Yamen administers 2 residential communities (社区) and 17 administrative villages (行政村). In addition to administrative villages, Yamen includes a number of natural villages (自然村), such as Tianliao Village, which have no administrative jurisdiction.

=== Residential communities ===
The 2 residential communities governed by Yamen are Yaxi Community (崖西社区) and Yanan Community (崖南社区).

=== Villages ===
The following 17 administrative villages are governed by Yamen:

- Tianshui Village (甜水村)
- Huangchong Village (黄冲村)
- Jingbei Village (京背村)
- Jingmei Village (京梅村)
- Nanhe Village (南合村)
- Dongnan Village (洞南村)
- Dongbei Village (洞北村)
- Shuibei Village (水背村)
- Kengkou Village (坑口村)
- Jiaobeishi Village (交贝石村)
- Tianbian Village (田边村)
- Gudou Village (古斗村)
- Tiannan Village (田南村)
- Hengshui Village (横水村)
- Longwang Village (龙旺村)
- Mingping Village (明苹村)
- Lianghuangwu Village (梁黄屋村)

== Demographics ==
According to the 2000 Chinese Census, Yaxi and Yanan, the two former towns which comprise present-day Yamen, had populations of 29,634 and 11,971, respectively.
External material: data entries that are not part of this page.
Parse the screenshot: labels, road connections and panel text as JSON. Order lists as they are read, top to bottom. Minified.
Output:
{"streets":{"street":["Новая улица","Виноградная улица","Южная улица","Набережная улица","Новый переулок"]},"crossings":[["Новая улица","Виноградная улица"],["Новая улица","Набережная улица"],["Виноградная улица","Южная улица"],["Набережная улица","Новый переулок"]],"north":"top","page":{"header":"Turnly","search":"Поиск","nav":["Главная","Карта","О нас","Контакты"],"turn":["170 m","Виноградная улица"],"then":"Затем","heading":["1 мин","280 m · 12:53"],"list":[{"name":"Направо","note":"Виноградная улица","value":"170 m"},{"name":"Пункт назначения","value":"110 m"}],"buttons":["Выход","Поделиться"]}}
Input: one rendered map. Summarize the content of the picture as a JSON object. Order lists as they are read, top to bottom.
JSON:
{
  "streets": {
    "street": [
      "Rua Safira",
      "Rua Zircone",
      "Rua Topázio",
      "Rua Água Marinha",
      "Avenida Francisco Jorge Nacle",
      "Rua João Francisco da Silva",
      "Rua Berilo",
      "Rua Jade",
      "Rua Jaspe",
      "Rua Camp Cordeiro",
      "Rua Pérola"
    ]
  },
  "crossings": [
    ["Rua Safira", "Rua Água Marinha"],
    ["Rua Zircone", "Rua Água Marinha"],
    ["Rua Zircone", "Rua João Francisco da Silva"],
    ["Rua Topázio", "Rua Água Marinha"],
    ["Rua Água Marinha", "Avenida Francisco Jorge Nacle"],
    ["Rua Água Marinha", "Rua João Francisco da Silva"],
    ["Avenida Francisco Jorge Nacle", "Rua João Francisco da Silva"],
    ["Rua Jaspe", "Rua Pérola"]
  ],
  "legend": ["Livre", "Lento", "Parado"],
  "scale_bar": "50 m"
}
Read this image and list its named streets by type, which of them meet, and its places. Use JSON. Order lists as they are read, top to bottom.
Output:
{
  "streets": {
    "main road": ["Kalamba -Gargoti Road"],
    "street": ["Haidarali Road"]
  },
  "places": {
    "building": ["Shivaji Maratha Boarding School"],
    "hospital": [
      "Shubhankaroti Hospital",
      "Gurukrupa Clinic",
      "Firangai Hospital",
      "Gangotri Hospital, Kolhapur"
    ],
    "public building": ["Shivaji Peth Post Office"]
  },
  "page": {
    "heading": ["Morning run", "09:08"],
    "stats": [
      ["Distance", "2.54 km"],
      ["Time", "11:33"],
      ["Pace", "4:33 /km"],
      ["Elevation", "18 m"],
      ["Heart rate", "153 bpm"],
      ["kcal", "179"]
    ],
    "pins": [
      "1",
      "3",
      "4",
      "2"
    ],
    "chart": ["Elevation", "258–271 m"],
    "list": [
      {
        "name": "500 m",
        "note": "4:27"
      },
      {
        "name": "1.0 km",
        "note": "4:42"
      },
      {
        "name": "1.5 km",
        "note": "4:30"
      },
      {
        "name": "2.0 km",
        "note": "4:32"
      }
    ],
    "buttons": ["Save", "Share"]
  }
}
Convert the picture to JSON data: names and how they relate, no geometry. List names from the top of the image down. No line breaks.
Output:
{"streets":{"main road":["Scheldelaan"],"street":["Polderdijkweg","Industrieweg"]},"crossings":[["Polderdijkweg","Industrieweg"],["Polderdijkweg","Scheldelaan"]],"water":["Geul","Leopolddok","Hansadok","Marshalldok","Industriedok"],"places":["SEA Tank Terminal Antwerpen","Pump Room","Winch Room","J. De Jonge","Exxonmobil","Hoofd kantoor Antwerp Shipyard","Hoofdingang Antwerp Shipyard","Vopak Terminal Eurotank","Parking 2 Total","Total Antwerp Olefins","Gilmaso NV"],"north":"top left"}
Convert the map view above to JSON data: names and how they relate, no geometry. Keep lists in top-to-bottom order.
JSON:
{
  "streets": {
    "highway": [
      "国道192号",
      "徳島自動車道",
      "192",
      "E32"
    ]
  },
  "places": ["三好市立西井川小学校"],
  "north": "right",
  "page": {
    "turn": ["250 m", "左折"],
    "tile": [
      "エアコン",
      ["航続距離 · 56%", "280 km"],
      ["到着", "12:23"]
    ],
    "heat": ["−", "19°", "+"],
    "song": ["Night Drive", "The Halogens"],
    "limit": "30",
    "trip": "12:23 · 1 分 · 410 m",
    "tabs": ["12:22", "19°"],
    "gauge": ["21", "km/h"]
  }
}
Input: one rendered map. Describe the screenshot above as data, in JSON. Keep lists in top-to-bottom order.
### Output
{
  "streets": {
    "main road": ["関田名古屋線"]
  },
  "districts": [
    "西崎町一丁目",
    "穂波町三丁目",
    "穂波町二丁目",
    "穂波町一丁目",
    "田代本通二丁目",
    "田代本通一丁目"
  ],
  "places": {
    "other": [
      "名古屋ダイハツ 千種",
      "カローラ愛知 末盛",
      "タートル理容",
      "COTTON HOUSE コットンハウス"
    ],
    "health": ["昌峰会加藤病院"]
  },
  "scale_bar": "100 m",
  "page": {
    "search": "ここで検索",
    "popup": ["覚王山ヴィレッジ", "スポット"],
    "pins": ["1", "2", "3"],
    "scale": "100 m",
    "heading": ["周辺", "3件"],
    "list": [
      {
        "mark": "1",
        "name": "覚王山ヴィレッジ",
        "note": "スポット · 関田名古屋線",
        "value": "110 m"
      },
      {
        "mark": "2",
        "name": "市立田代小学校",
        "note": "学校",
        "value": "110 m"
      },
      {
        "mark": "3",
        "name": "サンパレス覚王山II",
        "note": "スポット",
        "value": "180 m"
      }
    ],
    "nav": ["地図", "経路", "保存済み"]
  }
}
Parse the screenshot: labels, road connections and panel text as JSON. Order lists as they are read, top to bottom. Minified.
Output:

Combined, these populations total 41,605.

As of 1996, Yaxi and Yanan had areas of 168.5 km2 and 112.8 km2, respectively, and populations of about 31,000 and 9,000, respectively. This gives contemporary Yamen an area of 281.3 km2, and a population of 40,000, as of 1996.

== Tourism ==
Major tourist sites in Yamen include Gudou Hot Springs and Gudou Mountain.

== Transportation ==
Yamen Bridge connects the town to neighboring Gujing.